> WHAT YOU SHOULD DO: Your answer should be the lines below from the one with "margin:0; padding:0; list-style:none" to the one with "font-size:16px; font-weight:400; color:#757577", both included, given again exactly and with nothing added.

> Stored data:
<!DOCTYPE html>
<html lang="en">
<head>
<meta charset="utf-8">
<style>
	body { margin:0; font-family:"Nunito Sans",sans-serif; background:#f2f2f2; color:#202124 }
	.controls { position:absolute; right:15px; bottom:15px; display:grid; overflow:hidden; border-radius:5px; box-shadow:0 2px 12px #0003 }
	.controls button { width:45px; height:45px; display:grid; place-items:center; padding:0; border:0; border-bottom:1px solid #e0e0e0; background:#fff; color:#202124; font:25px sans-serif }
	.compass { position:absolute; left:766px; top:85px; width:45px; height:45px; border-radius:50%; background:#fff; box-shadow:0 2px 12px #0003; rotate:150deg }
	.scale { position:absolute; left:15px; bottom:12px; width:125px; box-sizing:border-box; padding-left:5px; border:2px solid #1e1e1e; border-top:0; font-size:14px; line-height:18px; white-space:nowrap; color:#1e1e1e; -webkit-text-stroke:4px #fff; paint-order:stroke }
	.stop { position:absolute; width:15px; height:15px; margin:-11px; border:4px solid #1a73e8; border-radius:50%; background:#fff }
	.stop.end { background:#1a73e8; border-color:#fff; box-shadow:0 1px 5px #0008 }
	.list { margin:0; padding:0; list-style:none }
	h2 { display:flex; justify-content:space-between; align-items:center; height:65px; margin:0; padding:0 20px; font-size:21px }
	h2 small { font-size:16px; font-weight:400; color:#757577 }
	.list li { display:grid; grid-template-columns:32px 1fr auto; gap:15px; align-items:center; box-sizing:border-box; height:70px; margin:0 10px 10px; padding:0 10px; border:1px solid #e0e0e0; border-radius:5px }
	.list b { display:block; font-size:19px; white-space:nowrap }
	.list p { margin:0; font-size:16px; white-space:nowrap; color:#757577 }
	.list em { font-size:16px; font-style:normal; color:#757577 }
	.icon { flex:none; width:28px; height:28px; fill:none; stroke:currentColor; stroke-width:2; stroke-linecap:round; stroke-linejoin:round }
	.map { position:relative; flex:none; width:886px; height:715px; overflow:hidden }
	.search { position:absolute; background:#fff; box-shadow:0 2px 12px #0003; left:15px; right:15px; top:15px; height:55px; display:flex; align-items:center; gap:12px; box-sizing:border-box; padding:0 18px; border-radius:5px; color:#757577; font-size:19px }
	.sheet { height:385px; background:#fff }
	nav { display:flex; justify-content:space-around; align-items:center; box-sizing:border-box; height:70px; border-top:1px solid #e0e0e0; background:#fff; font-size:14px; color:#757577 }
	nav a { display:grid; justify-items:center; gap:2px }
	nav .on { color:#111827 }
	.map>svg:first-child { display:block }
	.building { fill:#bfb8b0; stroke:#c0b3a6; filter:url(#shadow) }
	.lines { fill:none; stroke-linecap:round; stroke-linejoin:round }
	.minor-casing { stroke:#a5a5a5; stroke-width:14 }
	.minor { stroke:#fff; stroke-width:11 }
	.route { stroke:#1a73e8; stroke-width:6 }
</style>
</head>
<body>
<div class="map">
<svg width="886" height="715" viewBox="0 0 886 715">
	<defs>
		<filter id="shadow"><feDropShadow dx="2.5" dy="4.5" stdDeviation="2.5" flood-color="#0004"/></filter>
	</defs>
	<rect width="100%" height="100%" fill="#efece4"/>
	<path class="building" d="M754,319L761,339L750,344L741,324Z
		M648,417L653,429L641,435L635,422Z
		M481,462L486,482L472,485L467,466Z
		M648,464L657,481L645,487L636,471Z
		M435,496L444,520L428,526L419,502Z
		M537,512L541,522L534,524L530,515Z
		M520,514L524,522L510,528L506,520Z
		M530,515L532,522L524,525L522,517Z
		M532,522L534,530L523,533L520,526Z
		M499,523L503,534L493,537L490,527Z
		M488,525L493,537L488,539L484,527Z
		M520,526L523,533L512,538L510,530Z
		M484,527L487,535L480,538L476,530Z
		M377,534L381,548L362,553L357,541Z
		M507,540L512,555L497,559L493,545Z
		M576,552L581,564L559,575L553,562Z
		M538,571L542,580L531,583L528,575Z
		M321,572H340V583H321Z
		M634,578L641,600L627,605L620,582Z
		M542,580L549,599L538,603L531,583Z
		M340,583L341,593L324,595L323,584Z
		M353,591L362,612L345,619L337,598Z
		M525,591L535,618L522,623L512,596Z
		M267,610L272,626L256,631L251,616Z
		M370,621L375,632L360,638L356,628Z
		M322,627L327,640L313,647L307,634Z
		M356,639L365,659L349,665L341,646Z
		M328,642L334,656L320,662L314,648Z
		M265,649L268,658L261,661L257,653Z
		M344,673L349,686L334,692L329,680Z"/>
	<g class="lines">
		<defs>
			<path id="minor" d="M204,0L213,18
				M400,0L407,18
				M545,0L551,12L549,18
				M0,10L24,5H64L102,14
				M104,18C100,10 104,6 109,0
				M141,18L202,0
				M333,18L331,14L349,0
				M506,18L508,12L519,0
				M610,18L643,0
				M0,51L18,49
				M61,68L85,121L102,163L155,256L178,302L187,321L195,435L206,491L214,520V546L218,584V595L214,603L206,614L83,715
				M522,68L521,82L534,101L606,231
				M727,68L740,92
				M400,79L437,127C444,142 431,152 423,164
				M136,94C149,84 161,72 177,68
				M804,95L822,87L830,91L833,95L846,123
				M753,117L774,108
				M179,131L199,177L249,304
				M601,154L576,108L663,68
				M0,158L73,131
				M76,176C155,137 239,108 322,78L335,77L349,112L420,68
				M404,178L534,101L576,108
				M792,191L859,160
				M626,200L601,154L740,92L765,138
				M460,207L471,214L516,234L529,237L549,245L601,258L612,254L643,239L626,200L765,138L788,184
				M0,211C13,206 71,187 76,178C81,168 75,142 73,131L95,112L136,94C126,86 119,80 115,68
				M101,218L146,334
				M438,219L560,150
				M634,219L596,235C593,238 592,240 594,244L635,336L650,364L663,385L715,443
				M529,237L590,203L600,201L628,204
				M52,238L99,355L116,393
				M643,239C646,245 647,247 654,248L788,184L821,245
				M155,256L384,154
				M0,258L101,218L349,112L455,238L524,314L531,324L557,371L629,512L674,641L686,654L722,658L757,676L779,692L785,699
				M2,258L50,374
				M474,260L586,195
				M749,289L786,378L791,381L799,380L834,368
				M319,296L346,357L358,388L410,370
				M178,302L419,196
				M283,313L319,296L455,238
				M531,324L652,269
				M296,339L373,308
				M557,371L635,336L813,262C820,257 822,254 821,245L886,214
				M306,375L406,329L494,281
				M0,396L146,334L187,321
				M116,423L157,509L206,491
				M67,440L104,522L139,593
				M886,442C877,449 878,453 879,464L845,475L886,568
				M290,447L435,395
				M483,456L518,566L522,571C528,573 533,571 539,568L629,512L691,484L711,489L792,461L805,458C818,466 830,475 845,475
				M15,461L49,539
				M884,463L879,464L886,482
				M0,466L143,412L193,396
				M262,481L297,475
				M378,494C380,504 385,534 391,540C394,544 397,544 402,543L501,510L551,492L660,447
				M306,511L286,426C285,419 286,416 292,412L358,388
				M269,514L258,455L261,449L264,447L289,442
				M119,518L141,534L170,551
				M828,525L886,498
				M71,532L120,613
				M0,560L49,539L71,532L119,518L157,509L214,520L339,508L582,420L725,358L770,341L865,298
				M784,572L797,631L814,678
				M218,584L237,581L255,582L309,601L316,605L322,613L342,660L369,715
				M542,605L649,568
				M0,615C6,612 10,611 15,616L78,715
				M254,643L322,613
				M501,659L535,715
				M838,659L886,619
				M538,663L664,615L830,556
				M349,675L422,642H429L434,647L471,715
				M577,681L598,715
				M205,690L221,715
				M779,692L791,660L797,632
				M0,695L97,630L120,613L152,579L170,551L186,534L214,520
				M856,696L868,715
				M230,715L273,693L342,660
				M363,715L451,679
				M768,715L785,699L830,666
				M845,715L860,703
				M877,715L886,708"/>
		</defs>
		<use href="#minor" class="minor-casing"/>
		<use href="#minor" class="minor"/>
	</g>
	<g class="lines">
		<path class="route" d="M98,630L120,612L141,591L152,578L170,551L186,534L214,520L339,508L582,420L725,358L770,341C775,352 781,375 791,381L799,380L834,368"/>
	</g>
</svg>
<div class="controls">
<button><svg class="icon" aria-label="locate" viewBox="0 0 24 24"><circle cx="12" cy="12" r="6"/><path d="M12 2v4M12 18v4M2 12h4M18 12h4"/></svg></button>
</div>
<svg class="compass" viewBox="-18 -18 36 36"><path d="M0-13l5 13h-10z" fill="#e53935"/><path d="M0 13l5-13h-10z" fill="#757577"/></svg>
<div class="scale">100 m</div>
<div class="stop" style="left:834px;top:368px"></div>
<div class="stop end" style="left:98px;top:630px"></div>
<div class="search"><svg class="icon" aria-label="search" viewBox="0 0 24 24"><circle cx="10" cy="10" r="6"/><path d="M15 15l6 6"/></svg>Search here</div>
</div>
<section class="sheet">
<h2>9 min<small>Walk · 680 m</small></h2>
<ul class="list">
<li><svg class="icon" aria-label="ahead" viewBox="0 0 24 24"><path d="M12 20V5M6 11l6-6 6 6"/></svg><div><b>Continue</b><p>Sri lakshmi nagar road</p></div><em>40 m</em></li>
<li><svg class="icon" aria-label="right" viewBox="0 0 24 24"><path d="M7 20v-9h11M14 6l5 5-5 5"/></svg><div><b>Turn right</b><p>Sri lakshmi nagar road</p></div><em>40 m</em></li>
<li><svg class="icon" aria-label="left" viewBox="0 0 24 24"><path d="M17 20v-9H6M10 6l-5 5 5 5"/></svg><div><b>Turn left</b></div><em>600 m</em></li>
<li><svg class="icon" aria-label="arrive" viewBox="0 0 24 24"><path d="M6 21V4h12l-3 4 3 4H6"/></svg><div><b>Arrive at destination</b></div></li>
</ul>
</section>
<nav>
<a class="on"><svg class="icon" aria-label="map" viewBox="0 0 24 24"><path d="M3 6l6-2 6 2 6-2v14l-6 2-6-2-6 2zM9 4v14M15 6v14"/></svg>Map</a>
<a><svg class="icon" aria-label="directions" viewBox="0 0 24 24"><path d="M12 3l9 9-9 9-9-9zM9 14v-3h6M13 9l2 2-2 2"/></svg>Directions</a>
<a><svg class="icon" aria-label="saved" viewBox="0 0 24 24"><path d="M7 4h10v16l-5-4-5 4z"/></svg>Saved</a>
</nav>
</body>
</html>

> TASK ANSWER:
	.list { margin:0; padding:0; list-style:none }
	h2 { display:flex; justify-content:space-between; align-items:center; height:65px; margin:0; padding:0 20px; font-size:21px }
	h2 small { font-size:16px; font-weight:400; color:#757577 }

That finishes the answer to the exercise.